Simone Tempia ~ Vita con Lloyd
Il miracolo del 25 dicembre 1914: La
tregua di Natale
«Non dimenticherò quello strano e unico
giorno di Natale per niente al mondo... Notai un ufficiale tedesco, una specie
di tenente credo, ed essendo io un po' collezionista gli dissi che avevo perso
la testa per alcuni dei suoi bottoni [della divisa]... Presi la mia tronchesina
e, con pochi abili colpi, tagliai un paio dei suoi bottoni e me li misi in
tasca. Poi gli diedi due dei miei bottoni in cambio... Da ultimo vidi uno dei
miei mitraglieri, che nella vita civile era una sorta di barbiere amatoriale,
intento a tagliare i capelli innaturalmente lunghi di un docile "Boche",
che rimase pazientemente inginocchiato a terra mentre la macchinetta si
insinuava dietro il suo collo»
«È stato il Natale più meraviglioso che
io abbia mai passato. Eravamo in trincea la vigilia di Natale e verso le otto e
mezzo di sera il fuoco era quasi cessato. Poi i tedeschi hanno cominciato a
urlarci gli auguri di Buon Natale e a mettere sui parapetti delle trincee un
sacco di alberi di Natale con centinaia di candele.
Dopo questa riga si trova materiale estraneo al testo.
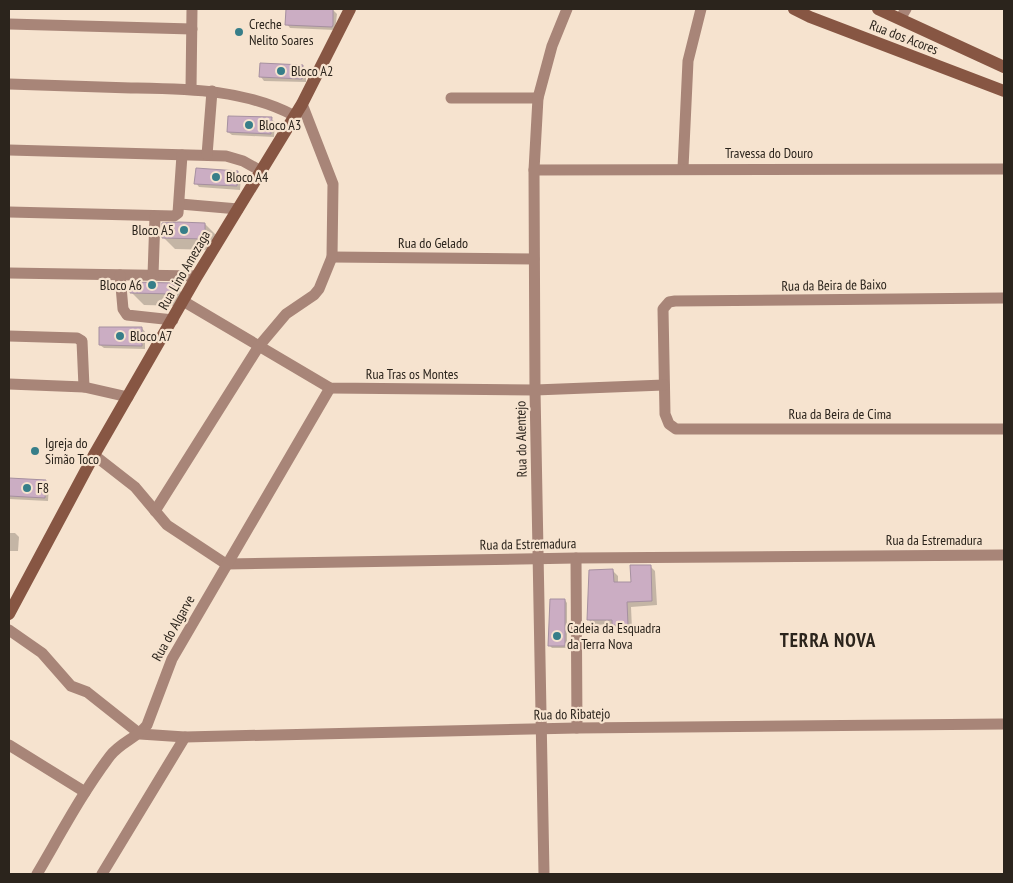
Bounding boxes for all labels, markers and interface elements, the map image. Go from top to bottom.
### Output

Alcuni dei nostri si sono
incontrati con loro a metà strada e gli ufficiali hanno concordato una tregua
fino alla mezzanotte di Natale. Invece poi la tregua è andata avanti fino alla
mezzanotte del 26, siamo tutti usciti dai ricoveri, ci siamo incontrati con i
tedeschi nella terra di nessuno e ci siamo scambiati souvenir, bottoni, tabacco
e sigarette. Parecchi di loro parlavano inglese. Grandi falò sono rimasti
accesi tutta la notte e abbiamo cantato le carole. È stato un momento
meraviglioso e il tempo era splendido, sia la vigilia che il giorno di Natale,
freddo e con le notti brillanti per la luna e le stelle».
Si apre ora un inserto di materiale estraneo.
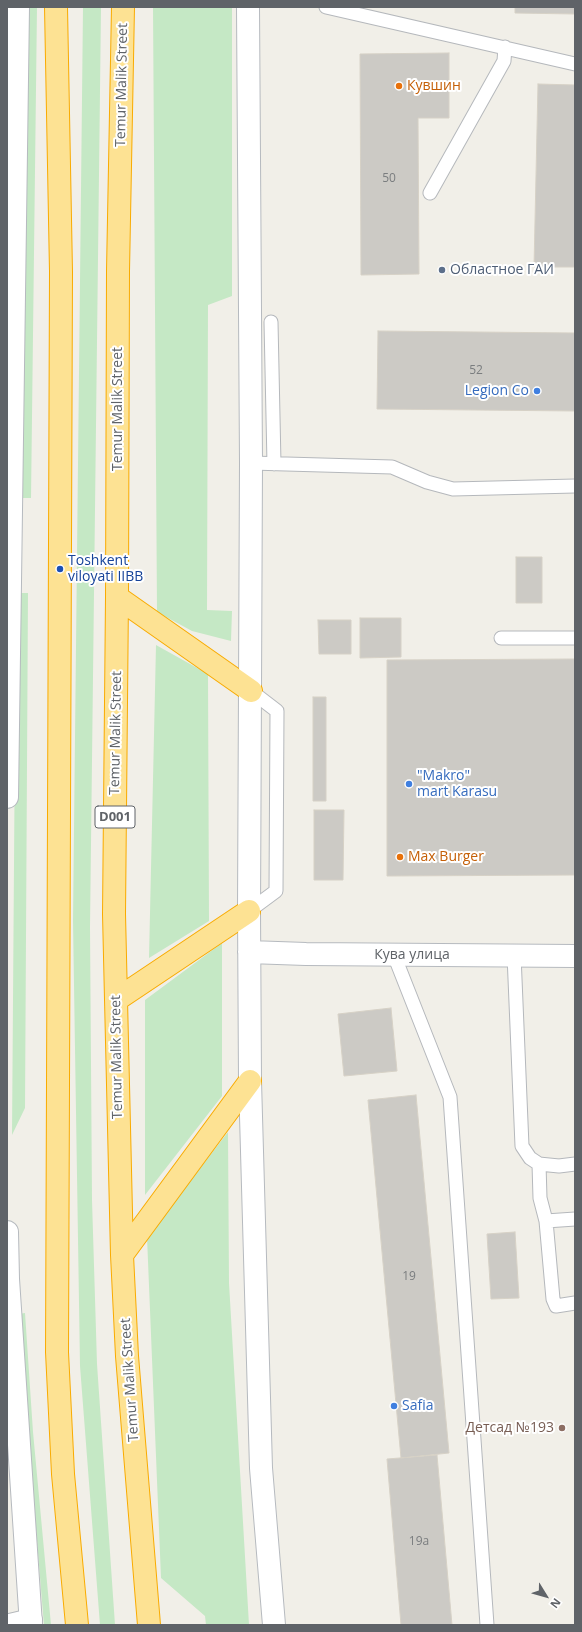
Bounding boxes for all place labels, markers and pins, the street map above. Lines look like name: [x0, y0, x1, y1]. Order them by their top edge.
place label: Кувшин: [407, 78, 461, 94]
marker: Кувшин: [394, 81, 404, 91]
place label: Областное ГАИ: [450, 262, 554, 278]
marker: Областное ГАИ: [437, 265, 447, 275]
place label: Legion Co: [465, 383, 529, 399]
marker: Legion Co: [532, 386, 542, 396]
place label: Toshkent viloyati IIBB: [68, 553, 143, 586]
marker: Toshkent viloyati IIBB: [55, 564, 65, 574]
place label: "Makro" mart Karasu: [417, 768, 497, 800]
marker: "Makro" mart Karasu: [404, 779, 414, 789]
place label: Max Burger: [408, 849, 484, 865]
marker: Max Burger: [395, 852, 405, 862]
place label: Safia: [402, 1398, 433, 1414]
marker: Safia: [389, 1401, 399, 1411]
place label: Детсад №193: [466, 1420, 554, 1436]
marker: Детсад №193: [557, 1423, 567, 1433]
1914, il primo Natale della Grande
Guerra, gli eserciti inglese e tedesco si preparano a passare la notte di
Natale in trincea. Ma un soldato si mette a cantare Stille Nacht e tutti lo
seguono. Spontaneamente i soldati decidono una tregua. Fu un’iniziativa presa
dal basso, dai soldati in trincea, che il 25 dicembre uscirono spontaneamente
allo scoperto in alcune zone del fronte occidentale per andare a salutare e a
fare gli auguri ai «nemici» senza che ci fosse, da parte dei comandi, alcun via
libera. Anzi, proprio il contrario. Quando la notizia si diffuse grazie alle
lettere dei soldati alle famiglie, i vertici militari di entrambi i contendenti
si affrettarono a proibire altre iniziative simili: il generale Horace Smith Dorrien,
comandante del secondo corpo d’armata della Bef, la forza di spedizione
britannica in Francia, arrivò a minacciare la corte marziale per chi si fosse
reso colpevole di fraternizzazione. Il «miracolo» del Natale 1914, di due
avversari che dimenticano l’odio per unirsi in un abbraccio fraterno, rimase un
fatto quasi isolato (ci sono poi stati altri episodi di «vivi e lascia vivere»
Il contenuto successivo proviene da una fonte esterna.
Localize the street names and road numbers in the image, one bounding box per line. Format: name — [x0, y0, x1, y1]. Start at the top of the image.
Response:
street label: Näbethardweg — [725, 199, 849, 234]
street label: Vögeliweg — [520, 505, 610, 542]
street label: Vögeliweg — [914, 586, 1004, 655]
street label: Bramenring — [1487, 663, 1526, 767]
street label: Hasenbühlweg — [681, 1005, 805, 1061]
ma mai più così eclatanti) e ben presto trascolorò nel mito, tanto più quando
il sentimento popolare degli europei nei confronti della Grande Guerra cambiò
di segno: non più glorioso fatto d’arme ma massacro insensato, che aveva
spazzato via una generazione. La tregua di Natale venne quindi vista come la
dimostrazione che gli uomini sono fondamentalmente buoni e che erano stati
spinti alla guerra da governi stupidi e irresponsabili, tanto che appena liberi
di farlo avevano scelto la pace e la fratellanza.